Identify every line in the records below that contains the word "Keep", and copy each of those lines.

* _Source material_:
□ □ □ □
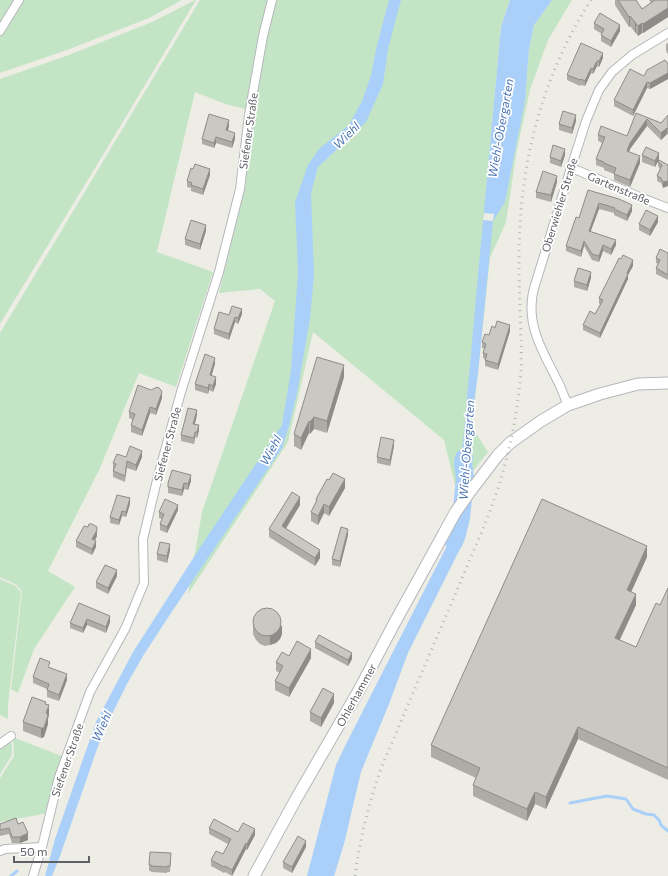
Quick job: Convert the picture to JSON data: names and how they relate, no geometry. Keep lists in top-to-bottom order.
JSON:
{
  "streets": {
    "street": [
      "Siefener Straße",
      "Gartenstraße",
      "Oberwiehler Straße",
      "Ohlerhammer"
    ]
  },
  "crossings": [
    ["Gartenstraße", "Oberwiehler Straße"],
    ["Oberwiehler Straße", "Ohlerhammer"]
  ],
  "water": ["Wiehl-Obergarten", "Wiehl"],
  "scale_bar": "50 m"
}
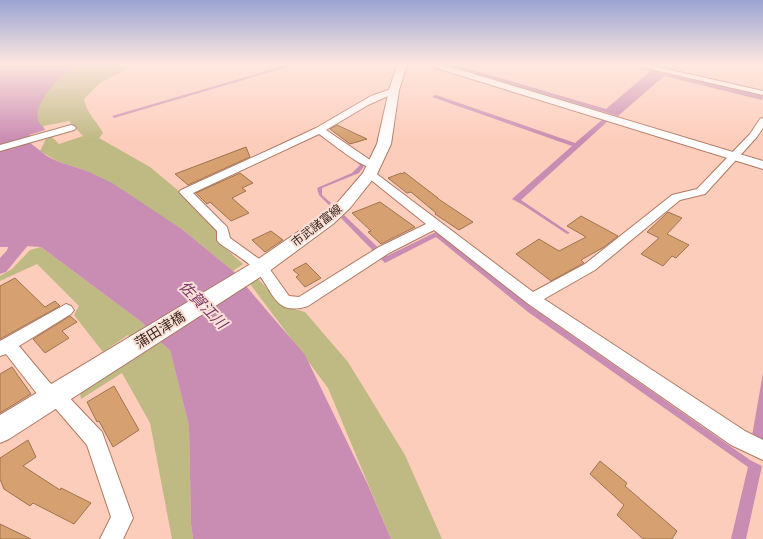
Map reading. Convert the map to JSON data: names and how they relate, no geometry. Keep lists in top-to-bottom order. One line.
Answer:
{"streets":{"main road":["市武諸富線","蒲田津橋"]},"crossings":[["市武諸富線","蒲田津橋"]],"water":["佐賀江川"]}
□ □ □ □
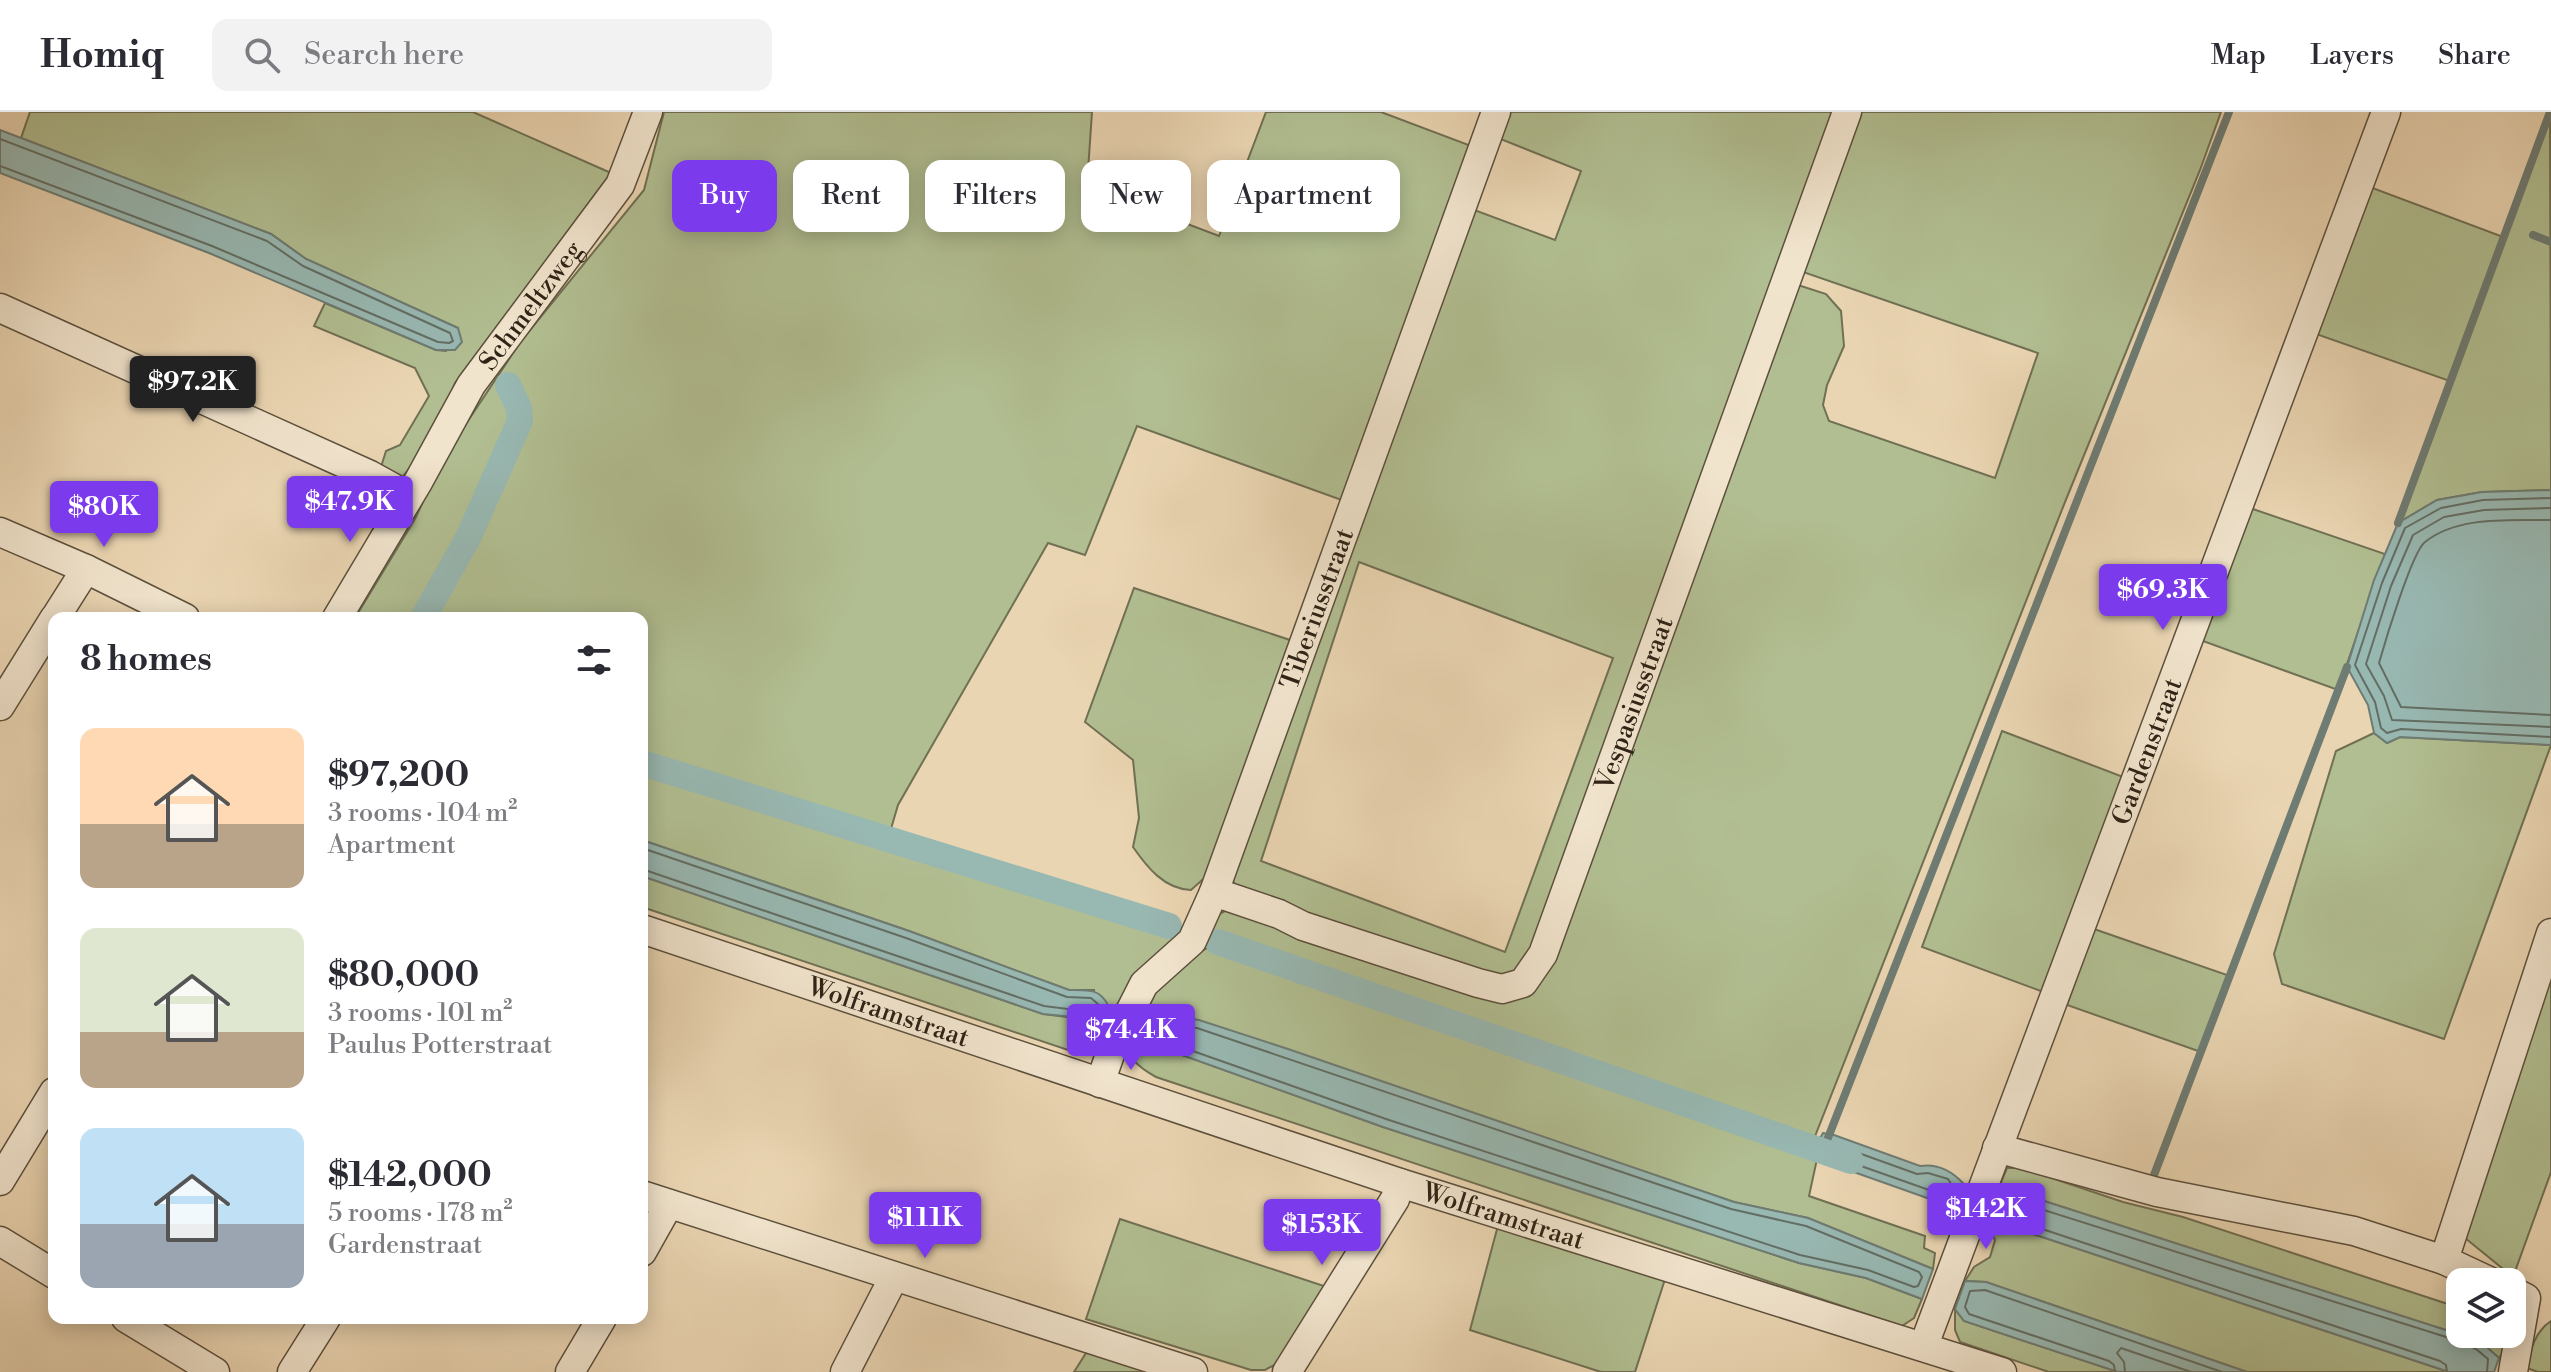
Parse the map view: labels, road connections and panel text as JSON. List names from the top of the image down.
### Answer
□ □ □ □
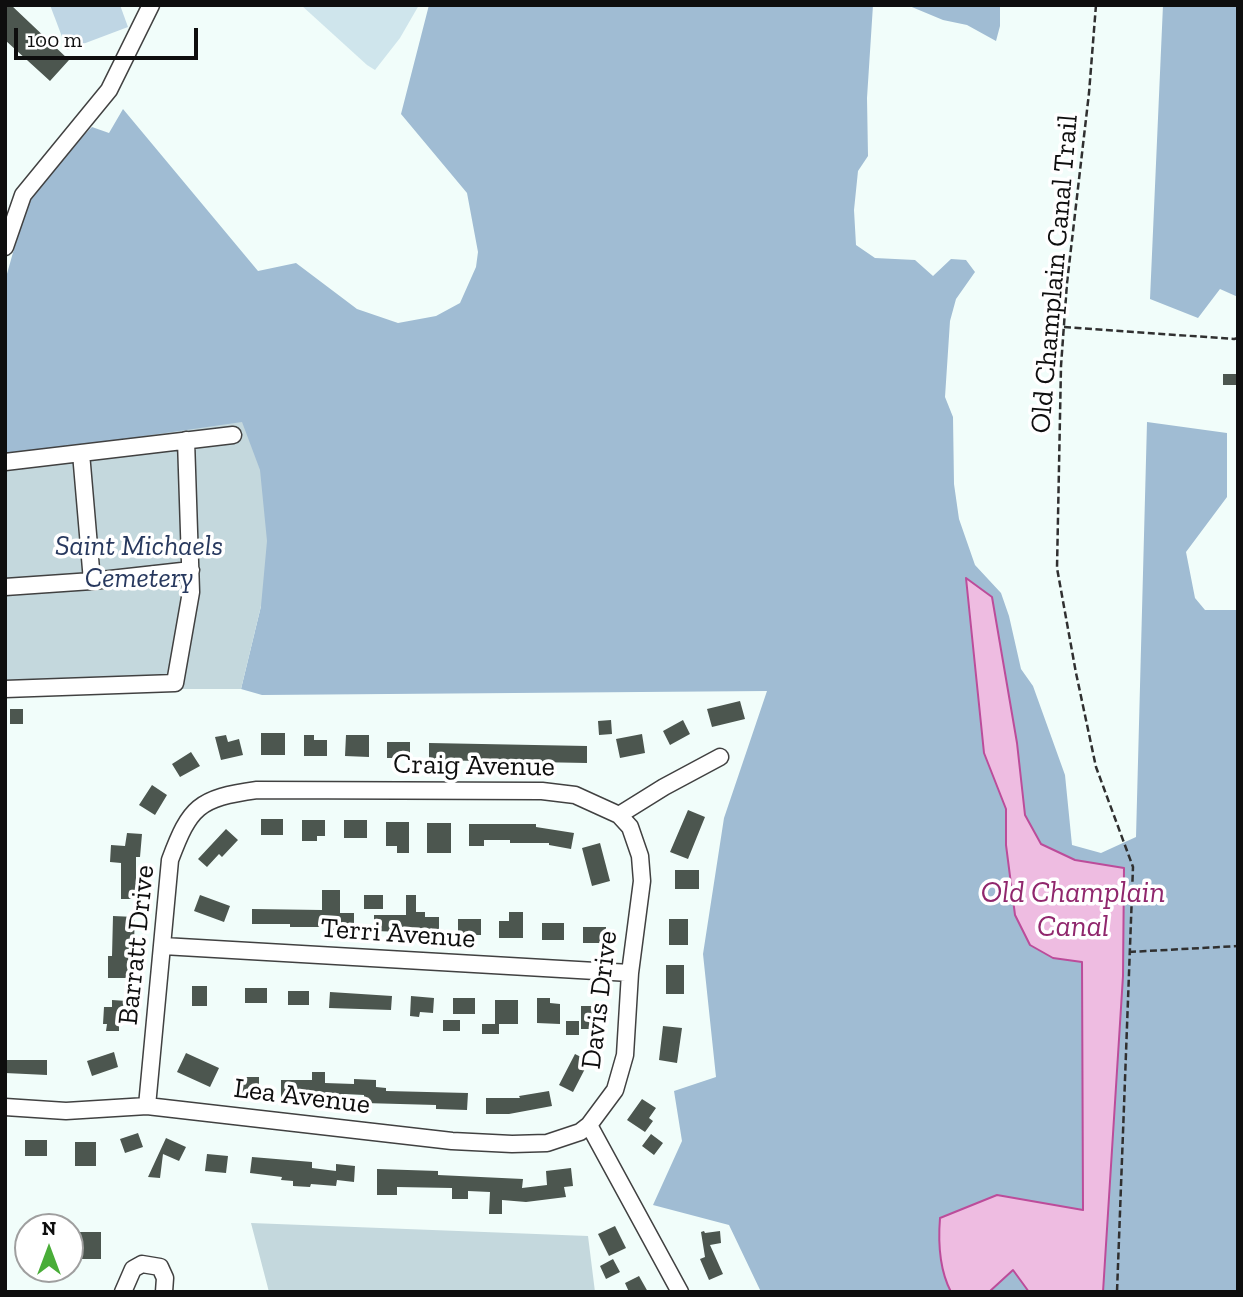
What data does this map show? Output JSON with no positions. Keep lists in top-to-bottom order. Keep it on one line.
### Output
□ □ □ □
* _Finished task_:
Quick job: Convert the picture to JSON data: names and how they relate, no geometry. Keep lists in top-to-bottom order.
Map reading. Convert the map to JSON data: names and how they relate, no geometry. Keep lists in top-to-bottom order. One line.
What data does this map show? Output JSON with no positions. Keep lists in top-to-bottom order. Keep it on one line.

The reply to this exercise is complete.